# Thieve [thief] in slang



## CharlieOT

Hi.
How do you say "thieve" in slang? Snitch? The opposite of cop in real slang language.
Thank you.


----------



## Rover_KE

Nick, filch, pinch.


----------



## Dimcl

CharlieOT said:


> Hi.
> How do you say "thieve" in slang? Snitch? The opposite of cop in real slang language.
> Thank you.


 
Do you mean "thieve" or "thief"? Rover has given you slang synonyms for "thieve"...

If you actually mean "thief", try a thesaurus. This site is probably what you're looking for.

P.S.  A "snitch" is not a "thief", per se.  It's someone who "tells on" someone else to the authorities.


----------



## JamesM

CharlieOT said:


> Hi.
> How do you say "thieve" in slang? Snitch? The opposite of cop in real slang language.
> Thank you.


 
The opposite of "cop"?  "Cop" would be one of the words I would suggest  for stealing.  "Thieve" is a verb, and Rover_KE's synonyms work very well as substitutes for "thieve".  Did you mean "thief", a person who steals?
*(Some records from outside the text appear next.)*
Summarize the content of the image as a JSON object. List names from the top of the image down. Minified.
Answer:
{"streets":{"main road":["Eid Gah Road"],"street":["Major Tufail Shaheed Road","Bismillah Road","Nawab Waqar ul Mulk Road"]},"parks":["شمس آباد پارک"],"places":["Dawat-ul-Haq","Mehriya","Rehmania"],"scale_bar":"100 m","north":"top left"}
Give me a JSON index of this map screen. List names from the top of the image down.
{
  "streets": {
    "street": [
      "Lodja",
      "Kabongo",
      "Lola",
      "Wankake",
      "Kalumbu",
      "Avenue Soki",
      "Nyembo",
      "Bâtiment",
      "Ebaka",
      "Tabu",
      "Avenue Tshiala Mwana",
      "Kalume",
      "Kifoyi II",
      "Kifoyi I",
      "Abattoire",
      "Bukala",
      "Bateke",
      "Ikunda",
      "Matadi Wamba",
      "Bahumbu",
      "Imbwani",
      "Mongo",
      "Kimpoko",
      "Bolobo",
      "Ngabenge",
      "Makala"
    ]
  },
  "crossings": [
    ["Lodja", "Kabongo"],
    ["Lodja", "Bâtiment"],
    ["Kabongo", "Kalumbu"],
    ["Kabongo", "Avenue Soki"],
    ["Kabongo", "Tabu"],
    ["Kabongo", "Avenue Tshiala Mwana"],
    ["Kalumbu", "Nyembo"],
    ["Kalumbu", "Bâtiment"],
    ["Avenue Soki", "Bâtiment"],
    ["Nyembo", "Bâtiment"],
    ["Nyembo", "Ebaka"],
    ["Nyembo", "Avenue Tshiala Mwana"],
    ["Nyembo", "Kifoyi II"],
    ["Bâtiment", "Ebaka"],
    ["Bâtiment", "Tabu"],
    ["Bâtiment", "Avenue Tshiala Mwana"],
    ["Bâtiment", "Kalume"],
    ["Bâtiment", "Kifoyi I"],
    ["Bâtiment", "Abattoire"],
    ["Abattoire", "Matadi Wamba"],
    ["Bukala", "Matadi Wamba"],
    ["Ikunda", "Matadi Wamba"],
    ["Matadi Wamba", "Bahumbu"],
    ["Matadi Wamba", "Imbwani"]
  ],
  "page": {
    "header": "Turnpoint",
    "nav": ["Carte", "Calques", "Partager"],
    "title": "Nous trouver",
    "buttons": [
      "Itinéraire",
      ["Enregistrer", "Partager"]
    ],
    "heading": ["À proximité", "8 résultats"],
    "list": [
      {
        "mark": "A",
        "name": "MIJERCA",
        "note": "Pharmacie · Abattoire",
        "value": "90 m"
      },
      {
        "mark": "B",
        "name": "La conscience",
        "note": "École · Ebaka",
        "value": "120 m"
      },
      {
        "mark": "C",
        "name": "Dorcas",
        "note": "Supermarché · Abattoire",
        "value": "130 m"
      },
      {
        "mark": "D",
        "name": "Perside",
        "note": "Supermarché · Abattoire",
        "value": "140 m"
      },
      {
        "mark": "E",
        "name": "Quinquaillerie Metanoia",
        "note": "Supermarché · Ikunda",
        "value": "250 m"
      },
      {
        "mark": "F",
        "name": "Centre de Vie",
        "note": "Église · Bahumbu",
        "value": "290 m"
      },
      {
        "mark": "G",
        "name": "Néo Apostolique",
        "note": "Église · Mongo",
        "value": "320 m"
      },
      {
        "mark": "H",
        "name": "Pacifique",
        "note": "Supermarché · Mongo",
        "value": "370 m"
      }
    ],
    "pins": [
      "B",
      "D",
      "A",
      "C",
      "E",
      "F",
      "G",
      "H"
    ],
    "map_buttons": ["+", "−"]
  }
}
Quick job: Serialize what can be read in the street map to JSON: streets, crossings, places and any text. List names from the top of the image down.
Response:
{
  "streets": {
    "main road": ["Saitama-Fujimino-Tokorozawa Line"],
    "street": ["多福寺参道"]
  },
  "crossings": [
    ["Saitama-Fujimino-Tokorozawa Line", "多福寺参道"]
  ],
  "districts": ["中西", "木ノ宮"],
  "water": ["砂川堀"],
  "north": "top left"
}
Have you tried a thesaurus for this?


----------



## mjscott

thieve (v.):
rip off
walk away with
walk off with
walk with
heist
steal
nab
snatch
rob
lift
pickpocket
pocket


----------



## CharlieOT

I apoligise for my mistake.

I meant "thief" and wrote "thieve" (which I think it's the plural). 
A petty thief. A robber. But I need the _slang_ version as I need to translate "chorro" which is the slang version of a low life thief here in Argentina.

Thank you to all for your kind help.


----------



## panjandrum

You must give context.
Where is this particular thief operating?
What is his particular kind of crime?
It is very difficult to offer a natural suggestion without a lot more information.  You risk using a slang term that is completely incongruous to a native speaker unless you tell us more.


----------



## mjscott

thief, thieves (plural) (n.):
pickpocket
robber
heister
nabber
lifter

I can't think of anything more derogatory than just a thief, knowing that "chorro" in other Spanish countries means quite another thing altogether.


----------



## CharlieOT

panjandrum said:


> You must give context.
> Where is this particular thief operating?
> What is his particular kind of crime?
> It is very difficult to offer a natural suggestion without a lot more information.  You risk using a slang term that is completely incongruous to a native speaker unless you tell us more.



One undecover cop picks a woman in a low-life bar. She gropes him and feels his gun. _"You're a cop!"_ she says angry at the discovery. He answers: _"No, I'm a thief"_ (but he has to say it in slang, would never say "thief").
It's a screenplay.


----------



## CharlieOT

mjscott said:


> thief, thieves (plural) (n.):
> pickpocket
> robber
> heister
> nabber
> lifter
> 
> I can't think of anything more  than just a thief, knowing that "chorro" in other Spanish countries means quite another thing altogether.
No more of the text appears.